Dr. Domel is authorized by the Department of Labor (OSHA) as a 10 and 30 hour construction safety trainer.
Originally posted by LeftBehind
How did people cut their way out of the core with a squegee if it was all concrete?
Both the WTC 1 & WTC 2 towers had a rectangular cast concrete core structure formed into rectangular cells that had elevators and stairways in them.....
The design was a "tube in a tube" construction where the steel reinforced, cast concrete interior tube, was surrounded with a structural steel framework configured as another tube with the load bearing capacity bias towards the perimeter wall with the core acting to reduce deformation of the steel structure maximizing its load bearing capacity.
Howard makes a very convincing argument and provides nearly as much information as the pro-concrete core site.
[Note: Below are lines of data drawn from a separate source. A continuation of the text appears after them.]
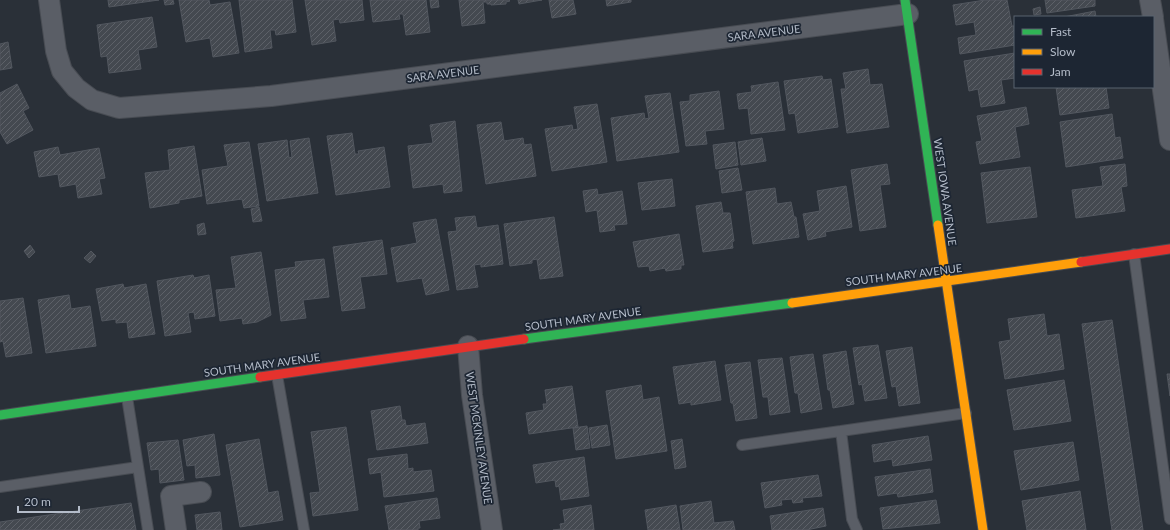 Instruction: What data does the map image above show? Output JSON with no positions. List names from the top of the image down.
{
  "streets": {
    "main road": ["WEST IOWA AVENUE", "SOUTH MARY AVENUE"],
    "street": ["SARA AVENUE", "WEST MCKINLEY AVENUE"]
  },
  "crossings": [
    ["SARA AVENUE", "WEST IOWA AVENUE"],
    ["WEST IOWA AVENUE", "SOUTH MARY AVENUE"],
    ["SOUTH MARY AVENUE", "WEST MCKINLEY AVENUE"]
  ],
  "legend": ["Fast", "Slow", "Jam"],
  "scale_bar": "20 m"
}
Considering that this was a typical floor plan:
Floor Plan
I don't see how their is room for more than a foot or two of concrete anywhere in the core.
The construction methods talked about on the core site, make no sense as howard has pointed out. Neither is the sites talk of a conspiracy to hide the concrete core very convincing.
Originally posted by esdad71
Ted Bundy was a lawyer who raped women with tree trunks. Jsut because someone has experience or lots of "letters" behind there name does not make them god. Einsiten was a patent clerk. Your 'expert' states opinion, and that is all.
Fact is that The WTC was designed for maximum space, not safety. I feel the true reason that the truth has not come out is that the property owners needed to show no negligence as to how it was built for insurance purposes. It was a disaster waiting to happen, and it was exploited.
Originally posted by Jack Tripper
Nobody said the core was ALL concrete!! That was just Howard lying about what was claimed in the article. The core was steel reinforced concrete with elevators and stairwells. Did you even read the article?
In the case of the WTC, there are no interior columns. Only a
central concrete core roughly 60-80 feet square comprised of
several vertical voids that house exit stairs, hoistways for
the elevators, utility raceways and mechanical chases; and also,
significantly, the sprinkler system main lines.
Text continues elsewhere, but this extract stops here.